Without your kind words and encouragement
this book would not have been possible.
READERS WRITE
Comments from Facebook and Blog readers.
Loved going on your journey with you! Every post is such a delightful read.
— S.S.
I may never visit Italy in person, but I travel through your writing. Thank you.
—K.F.
Love reading your amazing stories. Just beautiful!
—L.A.
Thank you Phyllis. This brought back so many beautiful memories.
—J.M.
Reading your blog and listening to Pavarotti. Can’t get any better than that!
—C.S.
I love reading everything you write.
—D.L.
Phyllis, I thank you for giving us so much insight about Italian life.
— J.C.
Wow, Phyllis! Your sense of adventure and discovery makes me want to run off to Italy! Thanks.
—J.F.
I could not believe your story when I read it because Carla and Aldo are clones of my husband and myself. Bravo to them for their fight to survive and to continue to live a meaningful life, and to you for writing their story so that I know my husband and I are not alone. Sometimes God leads us to places that surprise us, leading me to read your beautiful story of Carla and Aldo was one of those times!
— R.C.
Phyllis, you bring la bell’ Italia, che mi manca tantissima, a little bit closer. Grazie mille.
—C.F.
You make it sound so lovely. I want to be there too.
—C.L.
Phyllis, you inspire me...you live in the moment...taking in all that surrounds you.
—A.M.
A fantastic read, love your stories immensely! Thank you so very much.
—D.D.
Beautiful! Thank you for sharing. I love the way you lived your life! Fascinating!
—M.F.
Phyllis, you are a very courageous lady. I love your life, your stories, your experiences. I admire your pioneer spirit.
— M.P.
GENOVA AND LIGURIA
or, Good Grief, I’m Really
Here, Now What?
I always knew I was going to go back and claim my place in my father’s homeland. I just didn’t know when, and I didn’t know where.

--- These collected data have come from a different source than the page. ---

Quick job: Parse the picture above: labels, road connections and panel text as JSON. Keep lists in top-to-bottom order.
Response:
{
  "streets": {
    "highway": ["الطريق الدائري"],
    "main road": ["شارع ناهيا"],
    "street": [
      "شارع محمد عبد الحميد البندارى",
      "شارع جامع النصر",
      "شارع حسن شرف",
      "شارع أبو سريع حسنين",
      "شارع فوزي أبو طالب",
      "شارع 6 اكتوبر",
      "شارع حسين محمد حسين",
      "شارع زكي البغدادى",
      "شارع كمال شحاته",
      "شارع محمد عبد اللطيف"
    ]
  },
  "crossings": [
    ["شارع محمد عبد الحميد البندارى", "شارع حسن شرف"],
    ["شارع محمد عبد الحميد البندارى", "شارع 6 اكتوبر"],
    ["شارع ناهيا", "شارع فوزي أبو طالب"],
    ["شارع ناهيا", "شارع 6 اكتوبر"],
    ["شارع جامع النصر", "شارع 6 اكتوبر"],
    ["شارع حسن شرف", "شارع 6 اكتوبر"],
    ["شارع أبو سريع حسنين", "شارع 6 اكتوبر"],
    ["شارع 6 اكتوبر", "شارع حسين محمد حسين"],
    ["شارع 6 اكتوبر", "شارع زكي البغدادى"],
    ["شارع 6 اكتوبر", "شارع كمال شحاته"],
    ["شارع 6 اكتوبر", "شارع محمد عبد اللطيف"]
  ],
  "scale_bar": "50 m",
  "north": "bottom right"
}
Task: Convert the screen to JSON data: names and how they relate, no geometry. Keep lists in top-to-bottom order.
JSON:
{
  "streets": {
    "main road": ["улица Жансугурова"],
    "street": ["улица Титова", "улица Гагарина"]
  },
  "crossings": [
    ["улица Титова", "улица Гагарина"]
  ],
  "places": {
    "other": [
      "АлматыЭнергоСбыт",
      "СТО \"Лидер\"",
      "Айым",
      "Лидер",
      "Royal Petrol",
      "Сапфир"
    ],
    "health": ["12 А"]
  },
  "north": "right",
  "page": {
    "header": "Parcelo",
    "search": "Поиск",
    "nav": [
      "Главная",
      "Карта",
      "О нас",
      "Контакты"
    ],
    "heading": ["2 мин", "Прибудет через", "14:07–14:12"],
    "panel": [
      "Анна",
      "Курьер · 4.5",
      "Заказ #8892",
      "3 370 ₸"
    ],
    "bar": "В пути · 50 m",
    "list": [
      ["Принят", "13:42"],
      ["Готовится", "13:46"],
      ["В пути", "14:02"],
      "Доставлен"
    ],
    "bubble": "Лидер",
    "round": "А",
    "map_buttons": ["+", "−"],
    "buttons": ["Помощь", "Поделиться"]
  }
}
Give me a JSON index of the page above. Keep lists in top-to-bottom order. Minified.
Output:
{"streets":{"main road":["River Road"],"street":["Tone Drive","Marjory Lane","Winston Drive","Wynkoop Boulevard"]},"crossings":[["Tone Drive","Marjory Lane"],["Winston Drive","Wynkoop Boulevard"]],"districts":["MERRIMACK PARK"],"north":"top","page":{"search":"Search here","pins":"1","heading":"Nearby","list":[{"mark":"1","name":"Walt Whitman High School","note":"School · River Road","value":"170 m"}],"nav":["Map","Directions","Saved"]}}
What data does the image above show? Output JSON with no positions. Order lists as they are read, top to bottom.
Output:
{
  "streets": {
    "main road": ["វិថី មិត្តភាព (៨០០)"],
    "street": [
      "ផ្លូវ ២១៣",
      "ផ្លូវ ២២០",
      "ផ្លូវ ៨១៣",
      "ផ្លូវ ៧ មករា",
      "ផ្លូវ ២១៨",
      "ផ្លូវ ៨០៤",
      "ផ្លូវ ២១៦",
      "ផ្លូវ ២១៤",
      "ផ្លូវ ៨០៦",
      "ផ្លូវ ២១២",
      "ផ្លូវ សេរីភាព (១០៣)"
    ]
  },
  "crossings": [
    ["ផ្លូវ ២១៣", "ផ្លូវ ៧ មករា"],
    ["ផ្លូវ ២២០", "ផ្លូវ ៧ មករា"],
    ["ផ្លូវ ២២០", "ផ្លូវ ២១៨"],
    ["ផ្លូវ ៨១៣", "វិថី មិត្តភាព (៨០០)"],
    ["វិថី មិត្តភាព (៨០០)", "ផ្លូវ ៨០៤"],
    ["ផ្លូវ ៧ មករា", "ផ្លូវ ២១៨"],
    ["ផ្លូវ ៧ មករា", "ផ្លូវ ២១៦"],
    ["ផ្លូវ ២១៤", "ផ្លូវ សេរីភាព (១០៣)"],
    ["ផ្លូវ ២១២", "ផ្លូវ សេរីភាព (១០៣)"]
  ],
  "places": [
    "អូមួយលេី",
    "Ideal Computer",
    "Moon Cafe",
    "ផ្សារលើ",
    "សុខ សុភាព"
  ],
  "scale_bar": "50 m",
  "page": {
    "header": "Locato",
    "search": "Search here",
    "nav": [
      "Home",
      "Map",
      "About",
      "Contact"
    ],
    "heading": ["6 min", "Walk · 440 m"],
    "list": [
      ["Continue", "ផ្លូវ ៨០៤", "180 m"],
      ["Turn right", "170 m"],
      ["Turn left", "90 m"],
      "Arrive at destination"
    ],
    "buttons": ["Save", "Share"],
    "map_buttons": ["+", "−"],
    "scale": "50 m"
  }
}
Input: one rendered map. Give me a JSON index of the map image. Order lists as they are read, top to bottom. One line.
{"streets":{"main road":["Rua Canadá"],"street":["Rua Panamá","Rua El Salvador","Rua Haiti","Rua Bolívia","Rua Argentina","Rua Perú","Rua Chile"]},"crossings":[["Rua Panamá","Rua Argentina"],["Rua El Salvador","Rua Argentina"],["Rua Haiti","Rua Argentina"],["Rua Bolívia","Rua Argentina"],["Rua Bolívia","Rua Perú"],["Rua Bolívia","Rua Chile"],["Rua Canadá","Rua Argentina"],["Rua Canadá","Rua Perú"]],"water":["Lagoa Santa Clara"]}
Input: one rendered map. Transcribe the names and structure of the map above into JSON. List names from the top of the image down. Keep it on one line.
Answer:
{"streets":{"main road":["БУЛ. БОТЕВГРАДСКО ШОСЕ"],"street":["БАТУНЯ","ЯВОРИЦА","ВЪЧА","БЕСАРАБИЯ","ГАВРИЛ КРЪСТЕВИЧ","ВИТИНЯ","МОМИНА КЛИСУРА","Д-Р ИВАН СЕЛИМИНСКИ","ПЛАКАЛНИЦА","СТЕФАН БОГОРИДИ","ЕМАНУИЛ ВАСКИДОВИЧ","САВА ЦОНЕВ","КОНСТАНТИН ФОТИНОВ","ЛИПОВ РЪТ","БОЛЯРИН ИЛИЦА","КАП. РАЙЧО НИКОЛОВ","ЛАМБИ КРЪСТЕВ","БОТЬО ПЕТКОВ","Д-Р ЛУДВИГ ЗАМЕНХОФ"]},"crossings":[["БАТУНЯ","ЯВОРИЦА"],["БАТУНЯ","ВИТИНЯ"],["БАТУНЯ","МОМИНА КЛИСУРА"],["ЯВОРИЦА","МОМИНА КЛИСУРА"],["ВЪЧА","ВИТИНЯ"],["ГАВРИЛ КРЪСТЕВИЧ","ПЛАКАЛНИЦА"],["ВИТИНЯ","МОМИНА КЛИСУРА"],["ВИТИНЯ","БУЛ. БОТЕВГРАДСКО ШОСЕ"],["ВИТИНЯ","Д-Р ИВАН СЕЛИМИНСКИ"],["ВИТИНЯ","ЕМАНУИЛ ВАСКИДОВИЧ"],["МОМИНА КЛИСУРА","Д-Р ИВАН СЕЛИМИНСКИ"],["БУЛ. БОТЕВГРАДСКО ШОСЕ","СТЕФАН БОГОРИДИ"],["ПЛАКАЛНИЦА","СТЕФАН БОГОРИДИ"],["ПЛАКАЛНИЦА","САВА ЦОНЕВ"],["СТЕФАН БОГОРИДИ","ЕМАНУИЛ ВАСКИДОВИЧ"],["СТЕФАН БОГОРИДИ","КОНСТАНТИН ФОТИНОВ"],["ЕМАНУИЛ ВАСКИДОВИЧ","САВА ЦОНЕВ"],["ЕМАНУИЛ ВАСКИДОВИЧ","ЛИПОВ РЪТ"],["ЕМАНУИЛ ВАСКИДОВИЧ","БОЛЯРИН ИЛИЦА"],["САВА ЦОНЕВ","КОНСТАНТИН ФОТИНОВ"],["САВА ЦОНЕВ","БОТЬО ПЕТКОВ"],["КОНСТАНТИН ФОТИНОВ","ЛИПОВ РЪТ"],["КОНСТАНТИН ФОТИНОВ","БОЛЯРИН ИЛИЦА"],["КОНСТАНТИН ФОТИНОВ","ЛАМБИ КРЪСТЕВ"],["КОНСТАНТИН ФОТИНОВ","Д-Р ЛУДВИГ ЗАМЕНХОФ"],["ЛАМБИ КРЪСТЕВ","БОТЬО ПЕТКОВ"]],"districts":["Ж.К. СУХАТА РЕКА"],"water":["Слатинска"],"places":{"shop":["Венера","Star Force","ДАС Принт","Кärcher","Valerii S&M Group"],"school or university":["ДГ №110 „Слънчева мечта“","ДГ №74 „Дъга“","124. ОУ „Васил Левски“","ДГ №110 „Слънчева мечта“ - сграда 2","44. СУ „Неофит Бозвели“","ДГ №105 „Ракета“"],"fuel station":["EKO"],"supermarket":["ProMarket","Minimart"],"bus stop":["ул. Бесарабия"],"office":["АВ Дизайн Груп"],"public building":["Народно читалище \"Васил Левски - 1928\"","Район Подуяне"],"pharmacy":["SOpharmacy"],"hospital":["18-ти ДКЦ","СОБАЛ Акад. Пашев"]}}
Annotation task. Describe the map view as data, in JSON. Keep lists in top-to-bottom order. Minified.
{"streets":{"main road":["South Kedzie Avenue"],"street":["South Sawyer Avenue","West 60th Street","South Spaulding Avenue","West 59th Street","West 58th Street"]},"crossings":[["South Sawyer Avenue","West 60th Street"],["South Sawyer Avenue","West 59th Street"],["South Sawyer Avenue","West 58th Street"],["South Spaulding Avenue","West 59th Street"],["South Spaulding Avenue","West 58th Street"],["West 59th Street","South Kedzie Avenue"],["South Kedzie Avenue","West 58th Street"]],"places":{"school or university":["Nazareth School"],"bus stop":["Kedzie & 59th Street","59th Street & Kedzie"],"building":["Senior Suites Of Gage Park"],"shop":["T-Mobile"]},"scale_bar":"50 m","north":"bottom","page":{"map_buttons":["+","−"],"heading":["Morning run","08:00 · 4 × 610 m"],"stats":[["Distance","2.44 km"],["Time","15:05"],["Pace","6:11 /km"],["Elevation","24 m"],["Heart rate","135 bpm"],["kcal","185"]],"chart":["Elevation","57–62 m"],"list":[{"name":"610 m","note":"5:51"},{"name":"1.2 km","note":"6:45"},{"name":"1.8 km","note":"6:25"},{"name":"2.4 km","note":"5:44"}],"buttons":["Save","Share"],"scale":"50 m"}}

The Adventure Began Like This
In 1990 I sold my furniture, packed my bags, said goodbye to Philadelphia and all my Philly friends and moved to Italy. I always knew I was going to live there, what I didn’t know was when and I didn’t know where. I only knew I was getting ready.
The pieces began to come together during a trip to Italy in the fall of 1988. As I stood near the harbor in the small town of Lerici, and looked out over the sapphire blue water of the Mediterranean, I knew I had found the place my heart had been searching for all these years. Liguria.
As soon as I got back to Philadelphia I began pouring over maps and reading everything I could find about the place. Liguria is best known as home of the Italian Riviera. There are hundreds of quaint little villages all along the coast and in the hills. But I would need to work and it didn’t look like there would be a lot of work in a quaint little village with a population of 800. Not unless I intended to buy a boat and set out to sea.
The only viable option was the port city of Genoa, which seemed to have everything I wanted. It was a real city on the sea, close to Tuscany and the south of France, plus it was home to a thriving international shipping industry. I was convinced they could use a smart, English speaking person with a lot of business experience like me, even if they didn’t know it yet. It didn’t matter that I had never been there. I was in love with Italy, in love with the idea of living there, in love with the idea of reclaiming my Italian heritage and that was all that mattered.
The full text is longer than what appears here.